+++ Records provided +++
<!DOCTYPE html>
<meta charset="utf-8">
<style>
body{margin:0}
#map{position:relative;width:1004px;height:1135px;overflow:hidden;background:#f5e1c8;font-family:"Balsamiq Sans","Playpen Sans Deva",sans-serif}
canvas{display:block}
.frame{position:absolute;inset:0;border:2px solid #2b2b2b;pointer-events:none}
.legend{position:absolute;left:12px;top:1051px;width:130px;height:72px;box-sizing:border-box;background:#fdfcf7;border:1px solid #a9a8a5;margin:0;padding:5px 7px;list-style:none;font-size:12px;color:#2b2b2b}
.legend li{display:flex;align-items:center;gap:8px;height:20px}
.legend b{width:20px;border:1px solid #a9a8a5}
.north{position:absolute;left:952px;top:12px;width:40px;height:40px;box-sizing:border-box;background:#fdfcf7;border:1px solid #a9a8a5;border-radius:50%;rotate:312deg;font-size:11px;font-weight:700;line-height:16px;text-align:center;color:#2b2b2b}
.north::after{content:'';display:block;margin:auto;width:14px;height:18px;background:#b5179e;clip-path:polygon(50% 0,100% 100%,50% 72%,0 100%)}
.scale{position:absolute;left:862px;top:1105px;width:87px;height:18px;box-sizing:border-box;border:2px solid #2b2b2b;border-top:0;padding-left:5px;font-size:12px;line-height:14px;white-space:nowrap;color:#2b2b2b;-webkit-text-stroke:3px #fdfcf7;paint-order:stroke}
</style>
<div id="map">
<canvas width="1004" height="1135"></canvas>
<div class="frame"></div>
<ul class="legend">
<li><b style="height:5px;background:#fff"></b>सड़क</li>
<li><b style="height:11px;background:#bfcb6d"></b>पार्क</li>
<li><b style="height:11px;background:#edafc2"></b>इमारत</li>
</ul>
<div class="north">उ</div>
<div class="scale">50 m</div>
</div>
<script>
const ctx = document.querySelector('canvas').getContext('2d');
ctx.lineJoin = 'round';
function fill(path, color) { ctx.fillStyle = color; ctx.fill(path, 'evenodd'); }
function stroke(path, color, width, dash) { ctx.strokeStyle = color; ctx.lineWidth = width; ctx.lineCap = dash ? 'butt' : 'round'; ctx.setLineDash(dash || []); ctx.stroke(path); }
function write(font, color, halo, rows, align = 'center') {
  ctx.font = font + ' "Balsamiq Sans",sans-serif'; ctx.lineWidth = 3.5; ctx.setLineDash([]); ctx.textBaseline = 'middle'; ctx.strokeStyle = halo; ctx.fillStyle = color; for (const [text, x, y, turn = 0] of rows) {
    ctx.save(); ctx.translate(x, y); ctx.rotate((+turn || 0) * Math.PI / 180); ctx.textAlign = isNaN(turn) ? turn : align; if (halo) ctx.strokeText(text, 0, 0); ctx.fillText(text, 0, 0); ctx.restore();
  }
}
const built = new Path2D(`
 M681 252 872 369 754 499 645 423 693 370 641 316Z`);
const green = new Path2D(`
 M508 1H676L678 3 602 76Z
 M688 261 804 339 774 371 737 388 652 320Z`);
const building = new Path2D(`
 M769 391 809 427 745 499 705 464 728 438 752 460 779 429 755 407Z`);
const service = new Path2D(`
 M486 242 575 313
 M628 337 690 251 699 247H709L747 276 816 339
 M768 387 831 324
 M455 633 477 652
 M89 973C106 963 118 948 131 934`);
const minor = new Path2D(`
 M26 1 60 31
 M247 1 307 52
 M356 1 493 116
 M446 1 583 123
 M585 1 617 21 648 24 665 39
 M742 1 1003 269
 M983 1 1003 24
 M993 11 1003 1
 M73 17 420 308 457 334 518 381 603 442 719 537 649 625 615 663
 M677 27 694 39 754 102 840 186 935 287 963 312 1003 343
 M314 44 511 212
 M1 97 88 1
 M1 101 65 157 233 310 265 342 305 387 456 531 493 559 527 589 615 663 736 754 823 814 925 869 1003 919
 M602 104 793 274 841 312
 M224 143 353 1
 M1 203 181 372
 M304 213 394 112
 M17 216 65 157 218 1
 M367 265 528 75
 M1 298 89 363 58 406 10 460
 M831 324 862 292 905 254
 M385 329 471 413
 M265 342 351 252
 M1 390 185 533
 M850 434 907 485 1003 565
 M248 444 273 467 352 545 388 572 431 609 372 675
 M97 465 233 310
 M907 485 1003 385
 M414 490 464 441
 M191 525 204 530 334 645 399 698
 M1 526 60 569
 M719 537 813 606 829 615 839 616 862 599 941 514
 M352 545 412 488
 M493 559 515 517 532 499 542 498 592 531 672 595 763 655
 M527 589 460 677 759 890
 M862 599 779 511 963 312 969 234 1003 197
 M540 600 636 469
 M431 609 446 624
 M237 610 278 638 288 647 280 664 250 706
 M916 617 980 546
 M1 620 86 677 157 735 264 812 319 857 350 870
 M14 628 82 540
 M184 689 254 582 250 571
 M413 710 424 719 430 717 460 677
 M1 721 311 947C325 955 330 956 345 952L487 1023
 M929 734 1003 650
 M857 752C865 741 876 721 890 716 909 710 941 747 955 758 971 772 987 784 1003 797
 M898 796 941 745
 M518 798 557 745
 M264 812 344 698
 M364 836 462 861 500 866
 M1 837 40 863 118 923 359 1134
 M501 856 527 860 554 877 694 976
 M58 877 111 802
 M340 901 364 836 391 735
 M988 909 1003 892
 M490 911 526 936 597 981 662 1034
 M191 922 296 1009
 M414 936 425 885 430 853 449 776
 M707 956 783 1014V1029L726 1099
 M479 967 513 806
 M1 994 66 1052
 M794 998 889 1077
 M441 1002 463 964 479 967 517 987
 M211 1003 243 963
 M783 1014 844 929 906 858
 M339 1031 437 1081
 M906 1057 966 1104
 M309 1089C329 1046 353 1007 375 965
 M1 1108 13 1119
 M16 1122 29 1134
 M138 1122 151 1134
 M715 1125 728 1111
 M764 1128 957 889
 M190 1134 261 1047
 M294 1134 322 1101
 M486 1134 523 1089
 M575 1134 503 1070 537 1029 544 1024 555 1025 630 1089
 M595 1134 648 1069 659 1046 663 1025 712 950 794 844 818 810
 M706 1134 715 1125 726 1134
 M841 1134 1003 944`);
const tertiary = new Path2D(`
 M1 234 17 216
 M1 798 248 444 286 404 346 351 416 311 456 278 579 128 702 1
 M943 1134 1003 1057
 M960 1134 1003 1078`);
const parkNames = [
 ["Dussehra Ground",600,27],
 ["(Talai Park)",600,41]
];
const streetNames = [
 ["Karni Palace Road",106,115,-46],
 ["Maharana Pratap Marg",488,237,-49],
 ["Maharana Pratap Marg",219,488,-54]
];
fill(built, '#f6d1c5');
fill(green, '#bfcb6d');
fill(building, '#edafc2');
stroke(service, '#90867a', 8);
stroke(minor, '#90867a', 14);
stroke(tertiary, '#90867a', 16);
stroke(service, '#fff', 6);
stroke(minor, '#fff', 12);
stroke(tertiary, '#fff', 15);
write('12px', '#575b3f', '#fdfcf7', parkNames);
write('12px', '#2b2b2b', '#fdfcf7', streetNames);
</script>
+++
__Problem statement__: Whenever the string "turn" shows up on a line of the listing, copy that line.

__Final answer__:
  ctx.font = font + ' "Balsamiq Sans",sans-serif'; ctx.lineWidth = 3.5; ctx.setLineDash([]); ctx.textBaseline = 'middle'; ctx.strokeStyle = halo; ctx.fillStyle = color; for (const [text, x, y, turn = 0] of rows) {
    ctx.save(); ctx.translate(x, y); ctx.rotate((+turn || 0) * Math.PI / 180); ctx.textAlign = isNaN(turn) ? turn : align; if (halo) ctx.strokeText(text, 0, 0); ctx.fillText(text, 0, 0); ctx.restore();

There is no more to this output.